* [Exercise objective] Pictures stay out, but every line of the data is copied exactly.

====================

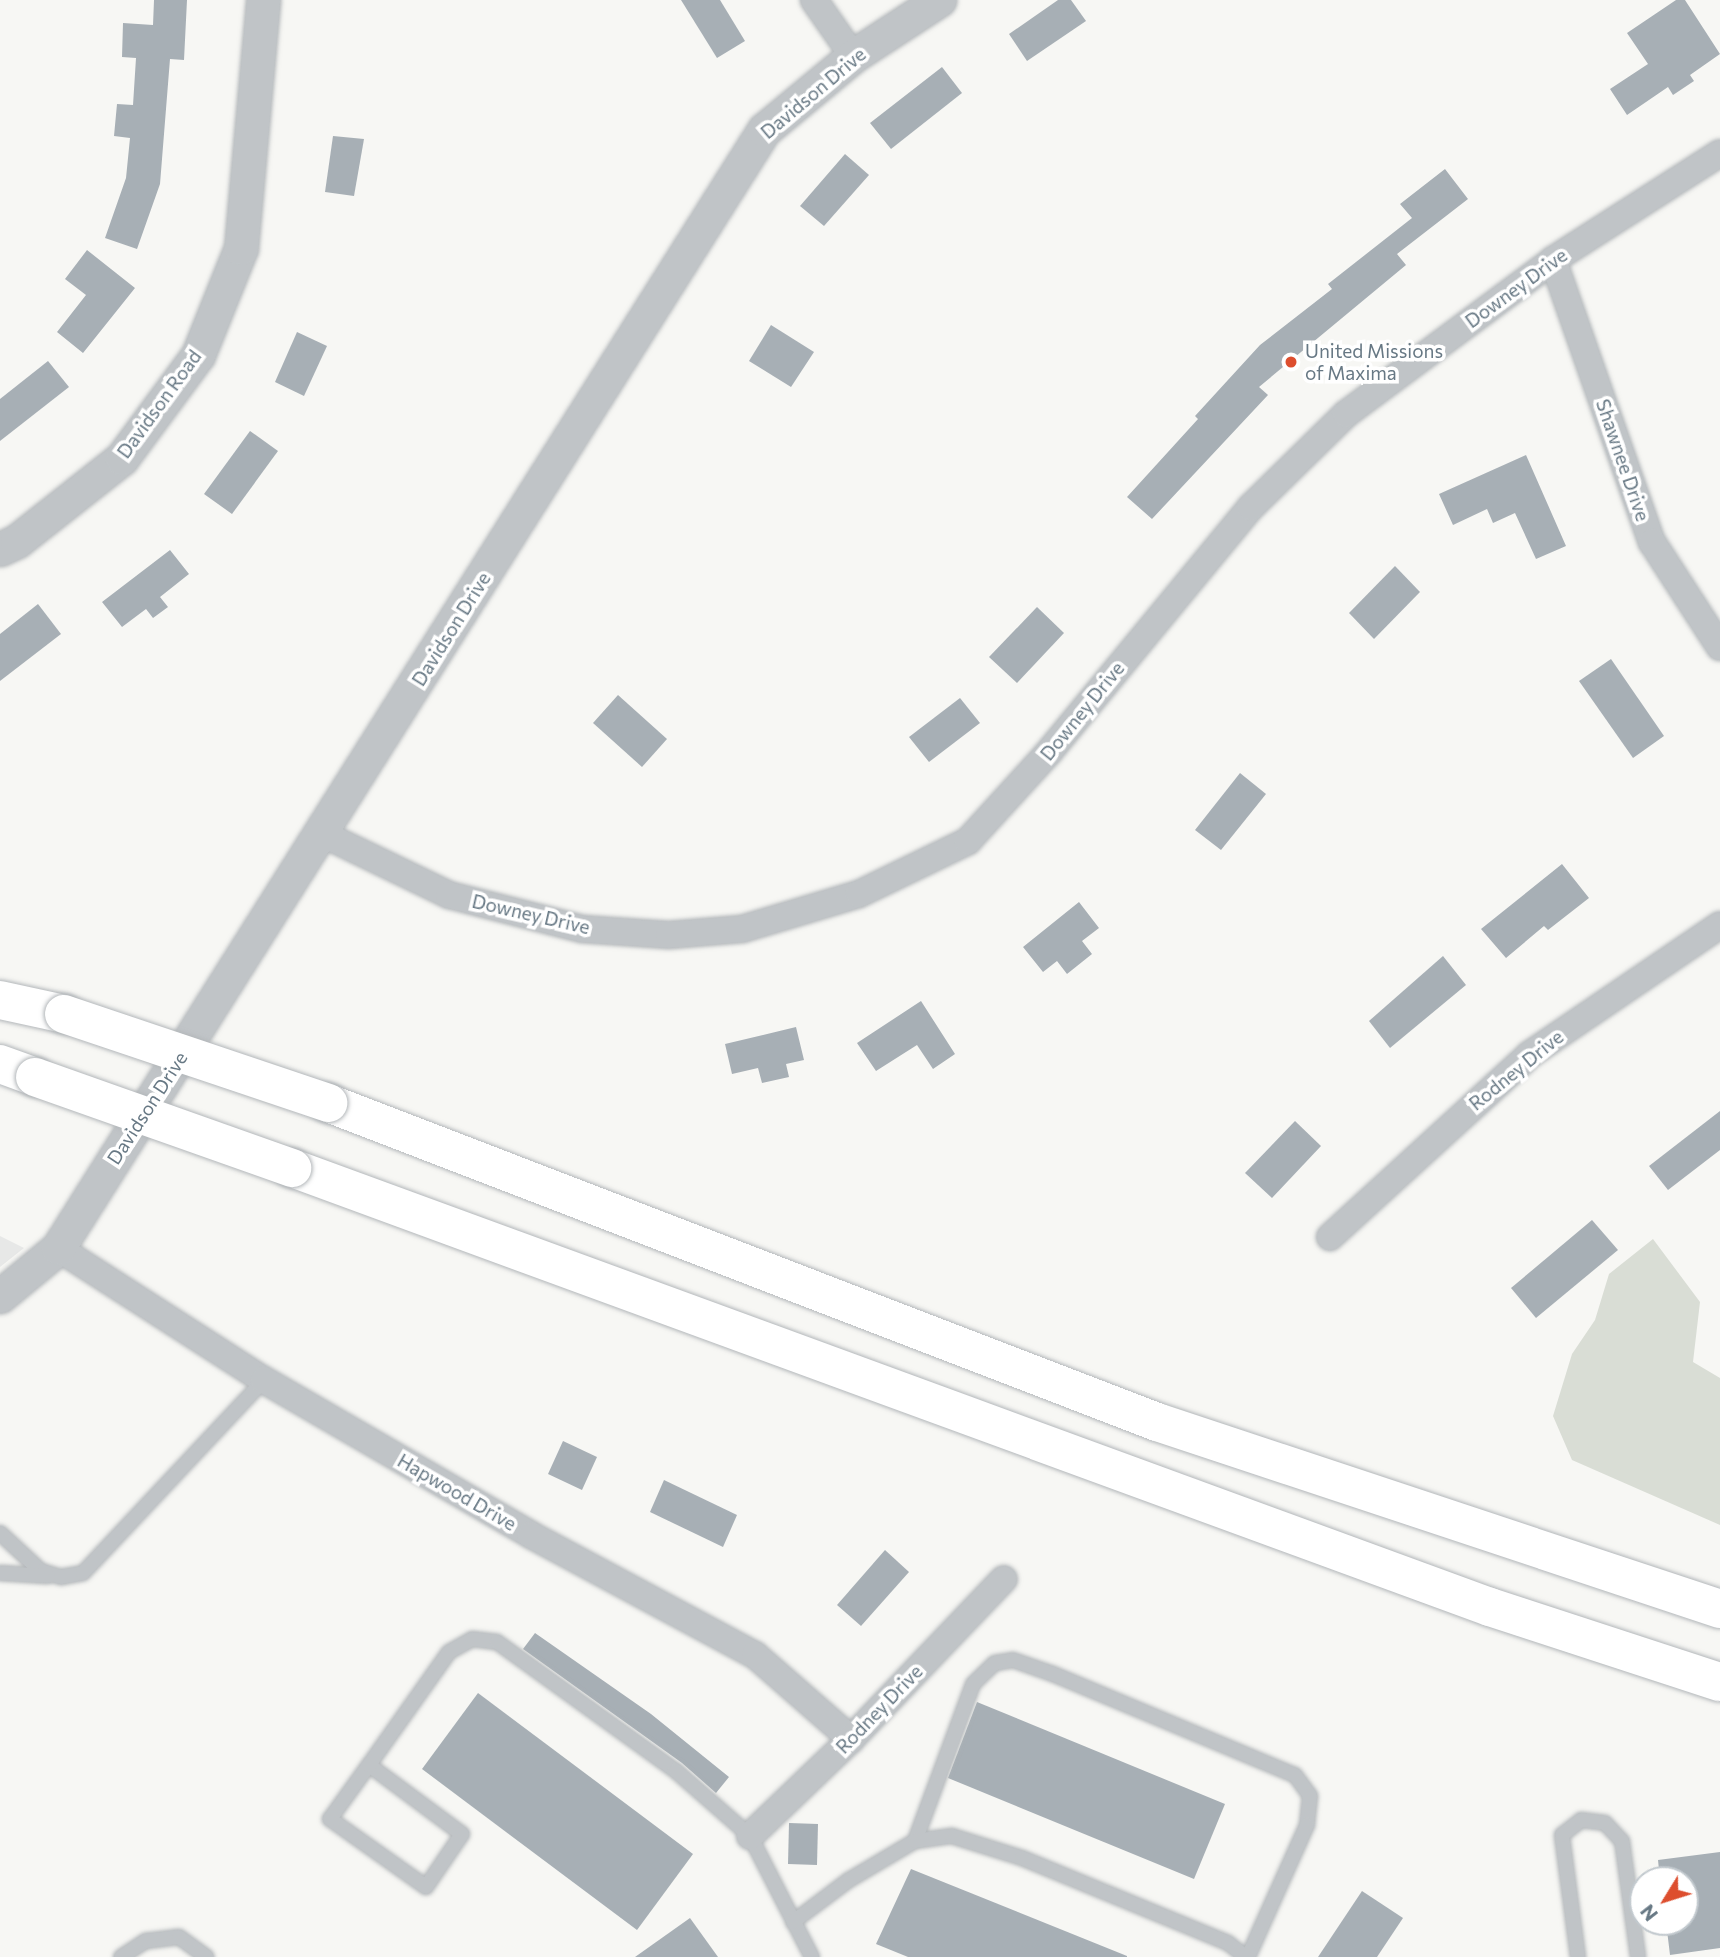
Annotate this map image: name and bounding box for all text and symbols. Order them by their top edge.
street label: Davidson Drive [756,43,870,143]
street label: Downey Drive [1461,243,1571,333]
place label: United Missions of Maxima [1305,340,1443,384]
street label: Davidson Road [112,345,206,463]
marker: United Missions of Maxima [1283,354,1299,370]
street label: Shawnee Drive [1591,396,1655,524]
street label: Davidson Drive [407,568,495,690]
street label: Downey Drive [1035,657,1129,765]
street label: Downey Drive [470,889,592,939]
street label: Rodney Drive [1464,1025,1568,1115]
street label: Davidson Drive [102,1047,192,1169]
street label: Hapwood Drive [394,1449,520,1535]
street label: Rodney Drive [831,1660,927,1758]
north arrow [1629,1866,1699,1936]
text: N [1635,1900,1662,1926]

====================

* [Task result]
Annotate this map image: name and bounding box for all text and symbols. Order them by their top edge.
street label: Davidson Drive [756,43,870,143]
street label: Downey Drive [1461,243,1571,333]
place label: United Missions of Maxima [1305,340,1443,384]
street label: Davidson Road [112,345,206,463]
marker: United Missions of Maxima [1283,354,1299,370]
street label: Shawnee Drive [1591,396,1655,524]
street label: Davidson Drive [407,568,495,690]
street label: Downey Drive [1035,657,1129,765]
street label: Downey Drive [470,889,592,939]
street label: Rodney Drive [1464,1025,1568,1115]
street label: Davidson Drive [102,1047,192,1169]
street label: Hapwood Drive [394,1449,520,1535]
street label: Rodney Drive [831,1660,927,1758]
north arrow [1629,1866,1699,1936]
text: N [1635,1900,1662,1926]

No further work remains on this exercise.